Ueberhaupt haben diese Darstellungen etwas Schwankendes.
Sie vereinigen die mannigfachsten Gesichtspunkte mit einander,
sodass es fast unmöglich ist, sie in kurzen Sätzen präcis wiederzugeben.
Deshalb ist es auch nicht ratsam von ihnen auszugehen, um
die Gesetze des Zusammenhangs zwischen den Einzelfragen aufzustellen.
Die Krisis in diesem Zustand wurde erst durch die
Auffassungen mit Zugrundelegung des Genussmoments heraufgeführt.
Fussnoten:
Vgl. De Wette's Commentar zu Matthäus (1836) und zu Johannes
(1837).
„Das Dogma vom heiligen Abendmahl und seine Geschichte“ von
Dr. August Ebrard. 2 Bde., 1845.
Vgl. Bd. I S. 79-120.
„Das Abendmahl, sein Wesen und seine Geschichte in der alten
Kirche“ von Dr. Leopold Immanuel Rückert, Professor in Jena, 1856.
Vgl. Bd. I S. 61-131.
Viertes Kapitel.
Ueberblick über die Auffassungen mit Zugrundelegung
des Genussmoments.
Greift man aus der Geschichte der wissenschaftlichen Abendmahlsuntersuchung
die Werke heraus, welche in allgemeiner Weise
das Genussmoment zu Grunde legen, so fügen sich folgende Namen
in bunter, zusammenhangsloser Reihe aneinander: David
Fr. Strauss, Bruno Bauer, E. Renan, Adolf Harnack, Fr.
Spitta, W. Brandt, Erich Haupt, Friedrich Schultzen,
Rich. Ad. Hoffmann und Albert Eichhorn. In dieser Reihe
haben wir keine natürliche Kontinuität, wie in der vorher betrachteten.
Bei näherem Zusehen ergeben sich zwei Epochen.
Die erste fällt in die Mitte des Jahrhunderts (Fr. Strauss,
Bruno Bauer, E. Renan). Die zweite beginnt am Anfang der
neunziger Jahre (Harnack und Spitta) und kommt noch vor
Ablauf des Jahrzehnts zu ihrem naturgemässen Abschluss (A.
Eichhorn).
Strauss, Bruno Bauer, E. Renan, W. Brandt, Spitta
und Eichhorn bieten Auffassungen mit einseitiger Herausarbeitung
des Genussmoments. Adolf Harnack,
Erich Haupt, Friedrich Schultzen und R. A. Hoffmann vertreten
die doppelseitigen Darstellungen mit Zugrundelegung
des Genussmoments und abgeleiteter Geltendmachung des Darstellungsmoments.
Fünftes Kapitel.
Die Auffassungen mit einseitiger Herausarbeitung des
Genussmoments.
1. Die Vorperiode. Fr. Strauss, Bruno Bauer, E. Renan.
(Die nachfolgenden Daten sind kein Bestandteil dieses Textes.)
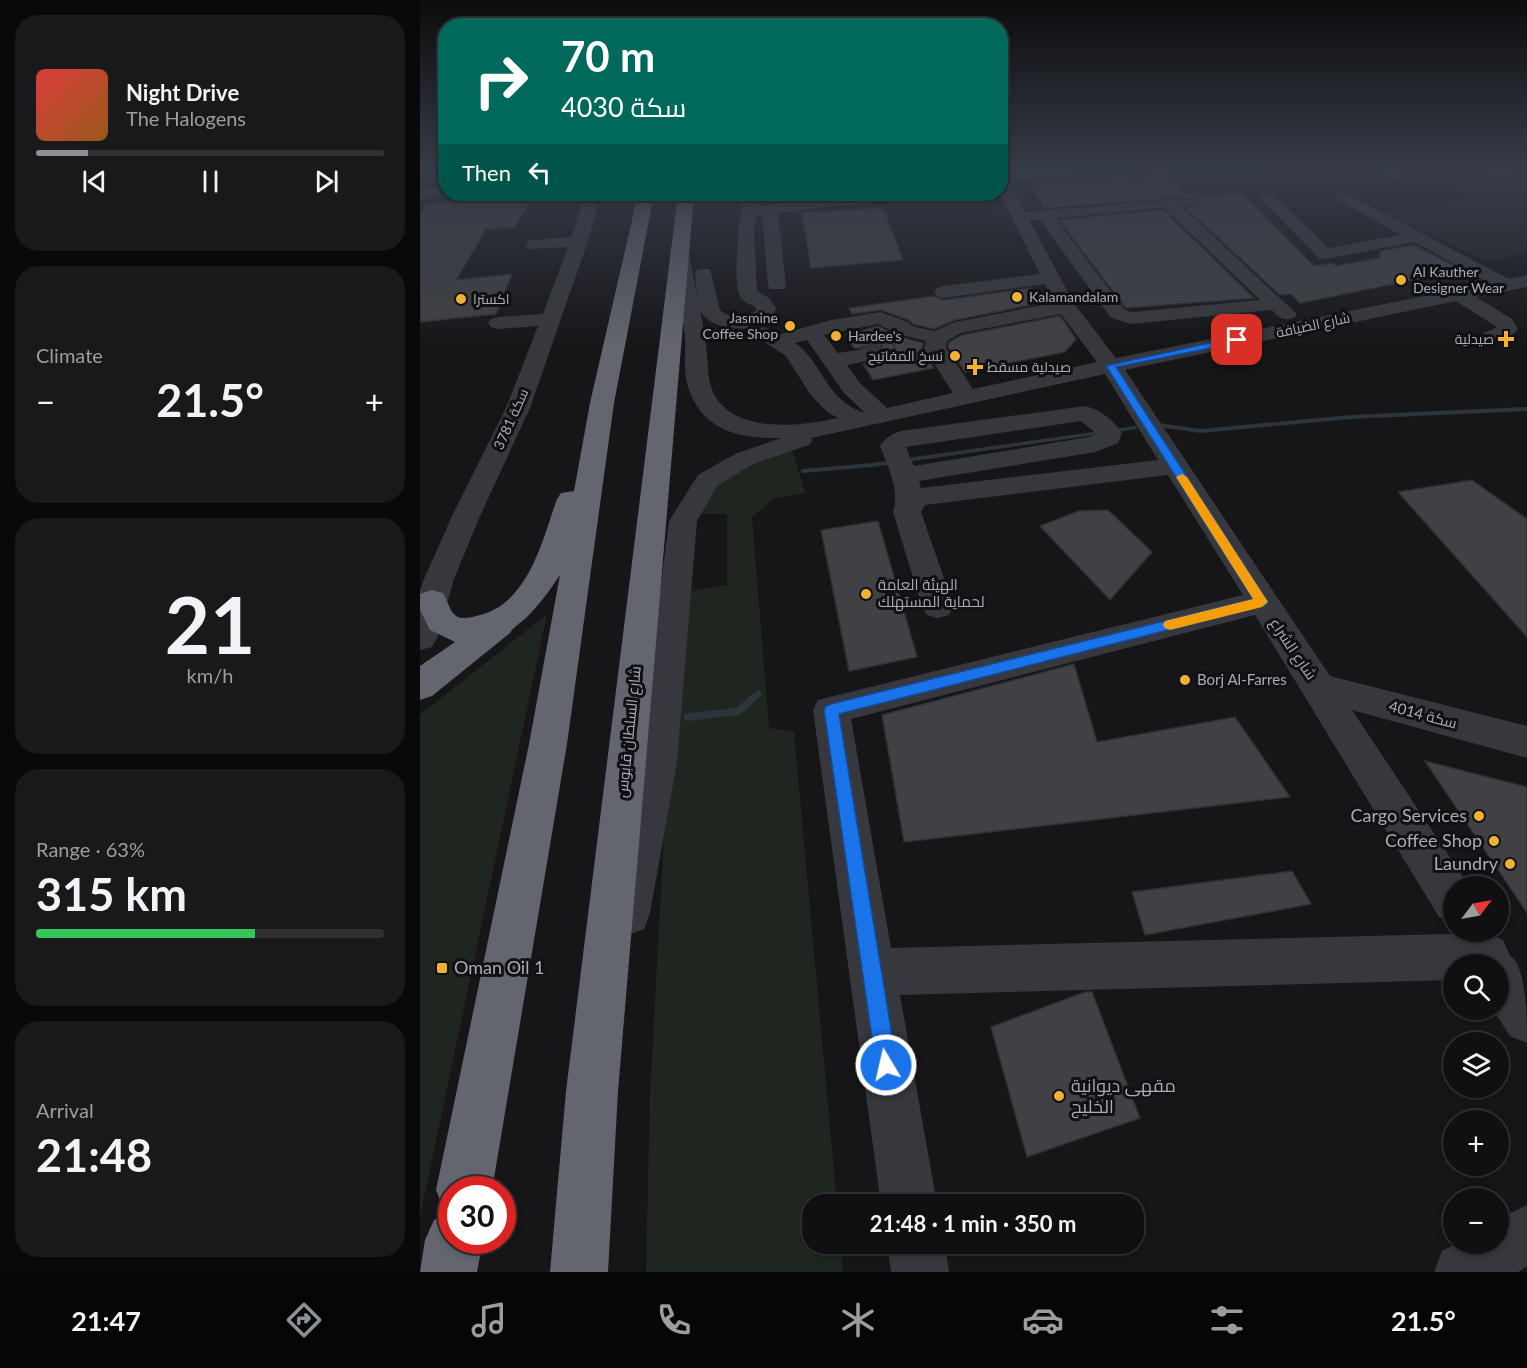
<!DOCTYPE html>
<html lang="en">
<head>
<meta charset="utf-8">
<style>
  :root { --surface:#101012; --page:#19191b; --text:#f1f3f6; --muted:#9c9d9f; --line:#303032; --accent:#8c9099 }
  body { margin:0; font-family:Lato,Cairo,sans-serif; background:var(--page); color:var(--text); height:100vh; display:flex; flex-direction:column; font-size:22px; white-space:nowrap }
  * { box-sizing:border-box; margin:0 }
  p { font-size:20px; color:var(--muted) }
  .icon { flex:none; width:33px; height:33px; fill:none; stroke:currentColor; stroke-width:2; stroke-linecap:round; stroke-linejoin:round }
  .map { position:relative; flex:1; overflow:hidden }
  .details { display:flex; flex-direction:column; gap:15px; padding:15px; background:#09090a; width:420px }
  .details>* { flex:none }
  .guide { position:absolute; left:18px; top:18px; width:570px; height:183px; border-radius:24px; box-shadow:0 3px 9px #0003,0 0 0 2px var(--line); background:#00695c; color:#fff; overflow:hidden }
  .needle { width:39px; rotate:58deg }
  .buttons { position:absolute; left:1023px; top:876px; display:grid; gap:12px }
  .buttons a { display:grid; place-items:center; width:66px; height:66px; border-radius:50%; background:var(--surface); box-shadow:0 3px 9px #0003,0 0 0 2px var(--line); font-size:30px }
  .speed { position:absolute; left:18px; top:1176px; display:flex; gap:12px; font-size:30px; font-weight:700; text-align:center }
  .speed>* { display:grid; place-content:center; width:78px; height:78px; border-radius:50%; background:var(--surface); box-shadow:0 3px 9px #0003,0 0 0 2px var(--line); line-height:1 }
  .speed .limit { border:9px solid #d22; background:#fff; color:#111 }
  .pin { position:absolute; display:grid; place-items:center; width:51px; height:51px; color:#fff; margin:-26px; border-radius:12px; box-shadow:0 3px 9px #0006 }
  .me { position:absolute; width:66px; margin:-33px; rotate:351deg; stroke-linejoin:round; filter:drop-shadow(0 0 4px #0008) }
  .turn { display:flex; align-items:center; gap:21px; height:126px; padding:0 24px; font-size:27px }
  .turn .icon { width:78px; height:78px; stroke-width:2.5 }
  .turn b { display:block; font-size:42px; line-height:51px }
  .then { display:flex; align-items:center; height:57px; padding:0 24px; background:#0003; gap:12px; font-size:22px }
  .big { font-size:45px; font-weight:700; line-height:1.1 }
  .details .widget { flex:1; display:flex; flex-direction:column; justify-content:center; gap:9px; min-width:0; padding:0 21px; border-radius:24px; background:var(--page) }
  .details .dial { align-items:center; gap:0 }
  .dial b { font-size:78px; line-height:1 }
  .song { display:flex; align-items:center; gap:18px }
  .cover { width:72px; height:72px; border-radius:9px; background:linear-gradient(135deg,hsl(0 70% 55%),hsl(30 70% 35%)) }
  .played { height:6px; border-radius:3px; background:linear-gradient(90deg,var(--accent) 15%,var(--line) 15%) }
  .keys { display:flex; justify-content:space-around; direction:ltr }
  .heat { display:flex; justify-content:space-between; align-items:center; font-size:33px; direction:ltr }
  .charge { height:9px; border-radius:4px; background:linear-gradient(90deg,#34c759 63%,var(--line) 0) }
  .trip { position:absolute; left:382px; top:1194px; width:342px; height:60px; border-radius:24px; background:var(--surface); box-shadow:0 3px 9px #0003,0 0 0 2px var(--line); font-weight:700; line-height:60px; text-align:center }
  .tabs { display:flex; height:96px; justify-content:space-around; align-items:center; background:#060607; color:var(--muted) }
  .tabs .icon { width:42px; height:42px }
  .tabs .on { color:var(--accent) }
  .tabs b { font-size:27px; color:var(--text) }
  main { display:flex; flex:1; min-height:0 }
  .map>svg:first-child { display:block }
  .built { fill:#222225 }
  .green { fill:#1e261f }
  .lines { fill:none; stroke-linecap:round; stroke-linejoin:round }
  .stream { fill:#2c353c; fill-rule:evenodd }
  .building { fill:#404145; stroke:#303034; stroke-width:1.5 }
  .minor-tunnel { stroke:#333438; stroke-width:20; stroke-dasharray:20 10; stroke-linecap:butt }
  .minor { fill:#37383d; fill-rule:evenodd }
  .highway { fill:#63666e; fill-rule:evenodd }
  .route { fill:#1a73e8; stroke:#114b97; stroke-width:1.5 }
  .slow { fill:#f59e0b }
  .poi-dot { fill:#f2b134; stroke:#111113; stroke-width:2 }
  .labels { text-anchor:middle; stroke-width:6; stroke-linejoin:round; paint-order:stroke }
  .far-poi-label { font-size:14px; fill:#a8adb8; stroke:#111113; text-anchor:start }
  .far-street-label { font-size:14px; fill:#a8adb8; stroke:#111113 }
  .poi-label { font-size:15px; fill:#a8adb8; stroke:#111113; text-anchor:start }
  .street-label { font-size:15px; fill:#a8adb8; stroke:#111113 }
  .near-poi-label { font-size:18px; fill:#a8adb8; stroke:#111113; text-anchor:end }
</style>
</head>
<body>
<main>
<section class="details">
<div class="widget">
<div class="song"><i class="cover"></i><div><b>Night Drive</b><p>The Halogens</p></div></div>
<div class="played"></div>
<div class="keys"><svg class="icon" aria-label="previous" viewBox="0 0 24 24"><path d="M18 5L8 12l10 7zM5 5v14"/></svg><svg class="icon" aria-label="pause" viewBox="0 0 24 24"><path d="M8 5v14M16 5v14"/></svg><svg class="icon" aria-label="next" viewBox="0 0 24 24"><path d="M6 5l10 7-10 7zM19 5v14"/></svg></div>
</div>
<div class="widget"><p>Climate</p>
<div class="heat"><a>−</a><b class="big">21.5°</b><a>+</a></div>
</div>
<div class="widget dial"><b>21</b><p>km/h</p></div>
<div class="widget"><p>Range · 63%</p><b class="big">315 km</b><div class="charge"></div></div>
<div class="widget"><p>Arrival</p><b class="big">21:48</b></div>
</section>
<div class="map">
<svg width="1107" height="1272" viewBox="0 0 1107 1272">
  <rect width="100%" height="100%" fill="#161618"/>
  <path class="built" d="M1090 172 1107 178V253L1067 261 962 212 1052 197 1019 183Z"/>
  <g class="green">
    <path d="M371 446 385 493 355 498 332 517 349 728 374 732 417 1204H393V1244H421L423 1272H226L230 1095 248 760 267 592 307 585V514H275L293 483 327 462Z"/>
    <path d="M127 614 0 1217V715Z"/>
  </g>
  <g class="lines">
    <g class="stream">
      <path d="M1107 407V411L931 419 781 433 738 427 735 425 738 423 781 429 931 415Z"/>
      <path d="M715 426 717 427V429L452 467 383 473 380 471 383 469 452 463Z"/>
      <path d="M338 690 341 692 342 694 341 696 321 714 318 715 268 721 265 720 263 717 265 714 268 713 316 708 335 692Z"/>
    </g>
  </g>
  <g class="building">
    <path d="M741 174 747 176 766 195 822 193 894 266 912 263 916 266 959 258 961 251 994 245 1042 270 880 303 871 294 860 295 766 208 775 206 780 203 777 196 624 208 611 185 654 183 650 179 712 177 715 179Z"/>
    <path d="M112 197 95 227 66 229 36 280 92 274 76 314 0 322V214L7 204Z"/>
    <path d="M463 208 483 260 391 268 382 213Z"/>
    <path d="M743 210 834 298 706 308 639 220Z"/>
    <path d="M611 288 625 302 535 320 514 329 493 324 489 320 461 310 432 314 429 308 514 296 524 300Z"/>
    <path d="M640 316 656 339 645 352 545 372 528 347 529 342 542 335Z"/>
    <path d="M458 326 477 336 503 343 502 349 514 368 453 380 443 364 454 361 457 354 452 348H434L426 335Z"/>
    <path d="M1052 480 1107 519V637L978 492Z"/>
    <path d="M688 510 732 552 690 600 620 526 659 511Z"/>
    <path d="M458 521 497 657 429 671 401 530Z"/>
    <path d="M654 664 677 742 815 717 870 797 484 842 462 715Z"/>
    <path d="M1005 761 1107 787V913Z"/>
    <path d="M872 871 891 904 725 935 712 892Z"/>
    <path d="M665 992H672L720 1118 607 1157 571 1027Z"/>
  </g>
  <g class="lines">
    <path class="minor-tunnel" d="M444 355 476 349"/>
    <g class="minor">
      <path d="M633 168H673L666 172 589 182 605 212 775 198 778 201 775 204 761 206 877 314 874 318C863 321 859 318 852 310L711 324 691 318 620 220H609L655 305 696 358 1069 283 995 242 905 259 899 258 843 201 840 198 843 195H853L909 248 981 235 917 199 914 196 922 191 1089 279 1107 275V287L1056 297 1092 319 1098 329C1091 339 1072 346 1060 343L1057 339 1060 335 1077 327 1036 301 705 370 910 676 1107 726V758L932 710 1049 886H1034V923L1019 917 835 615 431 719 471 948 1067 933 1083 940 1090 956C1107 966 1107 1020 1107 1043L1090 1036 1073 1010H1078V964H1034V980L480 995 517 1204H461L393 710 398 700 823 595 748 475 505 505 501 512 534 607 529 615 518 618 507 615 502 607 473 512C480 490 468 467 460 446 466 438 471 434 481 431L665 406C681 410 693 420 702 433L698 443 675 452 499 481 501 488 738 460 685 374 391 438 393 440 389 445 333 464 297 486 277 521 257 762 230 913 224 929 208 935 192 929 186 913 219 762 249 521 278 475 315 454 361 438C320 439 282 431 268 387 263 372 266 353 265 337 262 308 255 279 250 250L253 246H265L268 250 277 295 275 273 278 269H290L300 310C311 320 323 317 336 311V308C332 304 324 303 321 298 311 285 320 210 324 194H338L337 206 440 194H480L478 197 473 199 358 213 366 285 364 289H350L348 285 342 215 336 216 334 232 337 291 349 298 356 308C352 333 294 337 280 310 283 325 286 340 287 355 288 365 288 378 291 387 308 435 378 427 418 418L407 412 390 394 366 356 337 337 334 333 337 329 344 327 361 334 411 320 460 312 488 322 492 326 514 331 535 322 634 303 625 284 524 298 517 296 514 292 517 288 524 286 620 274 580 194V175ZM744 208 840 300 712 312 705 310 635 218ZM641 314 677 362 553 389 526 348 527 341 541 333ZM458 324 478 334 506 341 504 348 533 393 467 408 440 383 427 365 452 360 455 355 452 350 444 349 418 353 404 335ZM387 340 424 393 445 413C404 400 402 360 375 343ZM661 421 677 434 669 437 494 466 486 447Z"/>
      <path d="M952 168H969L984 178 977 182Z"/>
      <path d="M1091 168H1107V175L1093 171Z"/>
      <path d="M26 188V194H32L31 195 0 199V189Z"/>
      <path d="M165 194H181L168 241 110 408 60 516 34 579 17 638 12 647 0 650V590L4 579 32 516 86 408 118 326 78 329 71 327 68 323 71 319 78 317 123 314 148 247 108 249 105 245 108 241 114 240 152 237Z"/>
      <path d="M1107 1205V1266L1098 1272H1014L1022 1251 1036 1244H1078V1219Z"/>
      <path d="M467 1244H525L529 1272H471Z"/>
    </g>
    <g class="highway">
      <path d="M218 194H234L194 403 147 744 72 1190H32V1240H63L57 1272H0L5 1240 14 1220 31 1212 24 1210 16 1190 109 744 140 575C130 590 120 604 107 617 101 623 94 626 90 633L12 696 0 700V666L35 642 10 630 0 610V594L12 590 23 593C27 599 29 609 34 614 39 620 49 618 56 616 108 606 122 541 137 499L141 493 154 491 170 403Z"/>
      <path d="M258 194H274L198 1091 188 1272H130L146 1091Z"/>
    </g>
  </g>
  <linearGradient id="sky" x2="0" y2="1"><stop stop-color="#0c0c0d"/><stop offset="0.49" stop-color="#363c48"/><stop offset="1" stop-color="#363c48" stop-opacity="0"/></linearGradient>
  <rect width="1107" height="346" fill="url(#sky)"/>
  <path class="route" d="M817 337 821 340 820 342 696 367 846 599 848 602 846 605 419 714 477 1065 474 1073 466 1076 459 1073 456 1065 404 710 406 706 411 704 833 599 686 366Z"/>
  <path class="slow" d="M762 474 767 477 848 602 842 607 750 630 745 628 743 625 745 621 833 599 756 477Z"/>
  <g class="poi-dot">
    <circle cx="981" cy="280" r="6"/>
    <circle cx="597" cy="297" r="6"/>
    <circle cx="41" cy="299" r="6"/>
    <circle cx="370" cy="326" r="6"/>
    <circle cx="416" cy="336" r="6"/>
    <path d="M1083 330h6v6h6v6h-6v6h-6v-6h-6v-6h6z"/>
    <circle cx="535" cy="356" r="6"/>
    <path d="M552 358h6v6h6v6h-6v6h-6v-6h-6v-6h6z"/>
    <circle cx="446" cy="594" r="6"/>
    <circle cx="765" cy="680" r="6"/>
    <circle cx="1059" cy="816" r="6"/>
    <circle cx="1074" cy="841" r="6"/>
    <circle cx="1090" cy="864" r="6"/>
    <rect x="16" y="962" width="12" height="12" rx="3"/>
    <circle cx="639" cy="1096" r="6"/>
  </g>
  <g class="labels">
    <g class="far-poi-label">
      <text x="993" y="277">Al Kauther<tspan x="993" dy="16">Designer Wear</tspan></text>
      <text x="609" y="302">Kalamandalam</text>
      <text x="53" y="304">اكسترا</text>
      <text x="358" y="323" text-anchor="end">Jasmine<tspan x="358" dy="16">Coffee Shop</tspan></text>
      <text x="428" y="341">Hardee's</text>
      <text x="1074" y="344" text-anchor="end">صيدلية</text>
      <text x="523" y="361" text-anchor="end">نسخ المفاتيح</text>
      <text x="567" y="372">صيدلية مسقط</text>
    </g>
    <g class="far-street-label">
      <text transform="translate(893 325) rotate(-12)" y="5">شارع الضيافة</text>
      <text transform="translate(91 419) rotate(-66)" y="5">سكة 3781</text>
    </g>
    <g class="poi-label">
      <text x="458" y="590">الهيئة العامة<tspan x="458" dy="17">لحماية المستهلك</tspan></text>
      <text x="777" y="685">Borj Al-Farres</text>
    </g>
    <g class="street-label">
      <text transform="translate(873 649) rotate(56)" y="5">شارع الشراع</text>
      <text transform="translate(1003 715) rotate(15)" y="5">سكة 4014</text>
      <text transform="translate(209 732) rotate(-84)" y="5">شارع السلطان قابوس</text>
    </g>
    <g class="near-poi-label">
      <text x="1047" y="822">Cargo Services</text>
      <text x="1062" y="847">Coffee Shop</text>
      <text x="1078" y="870">Laundry</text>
      <text x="34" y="974" text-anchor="start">Oman Oil 1</text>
      <text x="651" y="1092" text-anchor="start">مقهى ديوانية<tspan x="651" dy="21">الخليج</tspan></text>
    </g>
  </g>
</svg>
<div class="buttons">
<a><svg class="needle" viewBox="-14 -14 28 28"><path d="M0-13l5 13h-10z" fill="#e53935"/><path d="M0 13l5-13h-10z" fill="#9c9d9f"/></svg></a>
<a><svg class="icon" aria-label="search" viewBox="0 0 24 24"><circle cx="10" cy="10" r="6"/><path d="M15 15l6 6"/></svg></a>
<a><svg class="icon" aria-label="layers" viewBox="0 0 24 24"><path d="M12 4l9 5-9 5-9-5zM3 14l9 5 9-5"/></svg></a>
<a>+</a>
<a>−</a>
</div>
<div class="speed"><div class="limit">30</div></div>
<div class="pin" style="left:817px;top:340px;background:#d93025"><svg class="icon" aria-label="arrive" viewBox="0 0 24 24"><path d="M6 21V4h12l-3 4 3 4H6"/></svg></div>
<svg class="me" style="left:466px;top:1065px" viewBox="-20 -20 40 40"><circle r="17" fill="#1a73e8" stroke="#fff" stroke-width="3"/><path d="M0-11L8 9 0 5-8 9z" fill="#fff"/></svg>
<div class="trip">21:48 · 1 min · 350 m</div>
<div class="guide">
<div class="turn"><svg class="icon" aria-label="right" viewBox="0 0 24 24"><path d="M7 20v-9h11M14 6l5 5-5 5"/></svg><div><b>70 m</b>سكة 4030</div></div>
<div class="then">Then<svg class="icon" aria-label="left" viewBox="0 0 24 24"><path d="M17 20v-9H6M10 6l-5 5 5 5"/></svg></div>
</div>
</div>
</main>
<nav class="tabs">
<b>21:47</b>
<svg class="icon on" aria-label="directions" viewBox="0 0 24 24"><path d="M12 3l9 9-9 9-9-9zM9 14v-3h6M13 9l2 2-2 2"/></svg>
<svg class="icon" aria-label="music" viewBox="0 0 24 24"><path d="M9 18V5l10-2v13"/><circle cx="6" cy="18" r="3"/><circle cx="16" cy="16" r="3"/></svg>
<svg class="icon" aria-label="phone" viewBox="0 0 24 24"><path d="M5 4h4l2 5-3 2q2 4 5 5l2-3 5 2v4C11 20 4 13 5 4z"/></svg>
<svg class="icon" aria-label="climate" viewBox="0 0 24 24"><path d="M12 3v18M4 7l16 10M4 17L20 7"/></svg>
<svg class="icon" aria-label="car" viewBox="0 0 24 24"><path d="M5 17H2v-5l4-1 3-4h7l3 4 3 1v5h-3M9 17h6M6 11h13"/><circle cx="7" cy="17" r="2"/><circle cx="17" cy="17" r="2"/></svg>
<svg class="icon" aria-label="filters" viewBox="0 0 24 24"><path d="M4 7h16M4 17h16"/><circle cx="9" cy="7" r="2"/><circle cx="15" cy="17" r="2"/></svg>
<b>21.5°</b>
</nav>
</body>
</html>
Für die Auffassungen mit einseitiger Herausarbeitung des
Genussmoments gibt es zwei Perioden. Die erste liegt gegen die
Mitte des 19. Jahrhunderts zu, die zweite gegen das Ende. Friedrich
Strauss bezeichnet die erste, Friedrich Spitta die zweite.
Strauss führt aus, dass die Uebersetzung „dies bedeutet“,
wenn sie sich auf das, was Jesus mit den Elementen thut, beziehen
soll, bei weitem nicht ausreicht, ja gar nicht im Sinne der
Verfasser der Evangelien gelegen haben kann. „Den Schreibern
unserer Evangelien war das Brot im Abendmahl der Leib
Christi ... hätte man geschlossen, dass das Brot den Leib bloss
bedeute, so würden sie sich dadurch nicht befriedigt haben“
(S. 436 ff.). Es ist kritisch nicht zulässig, dass Jesus seinen gewaltsamen
Tod mit Bestimmtheit vor sich gesehen habe. Daher
kann sich für ihn die Symbolik bei der letzten Mahlzeit mit den
Jüngern gar nicht auf seinen Tod beziehen. Ebenso ist der
Wiederholungsbefehl für unhistorisch zu halten; dafür spricht
das Schweigen der beiden ersten Evangelien und die Erwägung,
dass überhaupt eine Gedächtnisfeier natürlicher aus dem Bedürfnis
der Zurückbleibenden, als aus dem Plan des Scheidenden hervorgeht.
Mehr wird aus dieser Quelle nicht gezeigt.